Es probable que el cuento El nadador, de John Cheever, trate, entre otras cosas, sobre el comienzo de la vejez, el paso del tiempo. Alvarez lo analiza brevemente en una de sus anotaciones que escribe cuando ya está seco y se sacó la malla: “Nadar es un placer, es beberse entera la tarde de verano, es felicidad. Es lógico y natural que un hombre, en cierta medida, se ame a sí mismo. Como también es lógico y natural que haya goteras en el techo, aunque difícilmente sea algo universal. Por eso aquellos que vacían la pileta no son más que una amenaza. Para cuando él llegue, el agua tendrá la profundidad necesaria para zambullirse”.

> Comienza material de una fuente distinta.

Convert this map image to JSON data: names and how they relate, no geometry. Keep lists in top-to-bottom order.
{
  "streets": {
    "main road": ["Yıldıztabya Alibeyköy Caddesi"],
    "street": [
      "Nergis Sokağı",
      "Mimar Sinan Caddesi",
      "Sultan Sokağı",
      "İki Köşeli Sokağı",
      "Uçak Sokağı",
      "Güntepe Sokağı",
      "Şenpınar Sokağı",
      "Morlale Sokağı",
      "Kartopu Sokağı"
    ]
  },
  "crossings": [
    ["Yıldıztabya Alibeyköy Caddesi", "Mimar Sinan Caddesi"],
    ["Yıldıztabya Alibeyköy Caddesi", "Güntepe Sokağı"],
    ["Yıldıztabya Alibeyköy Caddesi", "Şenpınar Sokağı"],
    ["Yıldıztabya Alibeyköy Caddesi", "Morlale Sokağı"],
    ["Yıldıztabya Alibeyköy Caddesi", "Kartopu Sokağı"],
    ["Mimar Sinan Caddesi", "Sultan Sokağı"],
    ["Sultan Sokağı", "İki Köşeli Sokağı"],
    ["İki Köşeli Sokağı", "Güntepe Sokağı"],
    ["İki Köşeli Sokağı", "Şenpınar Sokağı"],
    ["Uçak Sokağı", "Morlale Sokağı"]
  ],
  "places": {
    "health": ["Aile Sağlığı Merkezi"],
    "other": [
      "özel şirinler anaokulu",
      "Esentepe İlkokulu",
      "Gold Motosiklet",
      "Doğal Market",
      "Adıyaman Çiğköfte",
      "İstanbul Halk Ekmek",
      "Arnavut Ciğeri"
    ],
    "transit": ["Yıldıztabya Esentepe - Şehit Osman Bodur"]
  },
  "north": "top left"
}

En el estanque son los apuntes diarios de un hombre mayor que encuentra consuelo en la natación, a medida que describe el lugar donde nada –Hampstead Head, en el corazón de Londres– rodeado de cisnes, gallaretas y patos salvajes. Alvarez fue escalador –así malogró los cartílagos de sus piernas y apenas puede caminar– y jugador de póker. Un adicto a la adrenalina que intentó suicidarse cuando fracasó su primer matrimonio –tiene un ensayo sobre la separación también muy bueno– y que logró torcer el rumbo de su vida. Ahora la adrenalina, nos cuenta en estos diarios, es sumergirse en pleno invierno en el agua helada. La natación lo hace olvidar el peso de la gravedad de la Tierra, los achaques físicos. Describe las mutaciones del paisaje donde nada de la misma forma en que Francis Ponge describía el bosque de pinos donde permaneció oculto durante la guerra: “Estudio cómo se van hinchando muy despacio las puntas de las ramas de los árboles que asoman sobre el estanque”. Pero Ponge estaba en la guerra y Alvarez está en la vejez, que es una masacre: “Envejecer es más fácil que estar enamorado”. “Sospecho que otro indicio de la vejez es la gratitud que sentimos frente a cualquiera que todavía se dé cuenta de que tenemos alguna entidad. Hannah Arendt decía que una de las victorias del totalitarismo había sido despojar a sus víctimas de historia e identidad para pasar a tratarlas como una pura estadística. La juventud, en cierto sentido, es un totalitarismo benigno”.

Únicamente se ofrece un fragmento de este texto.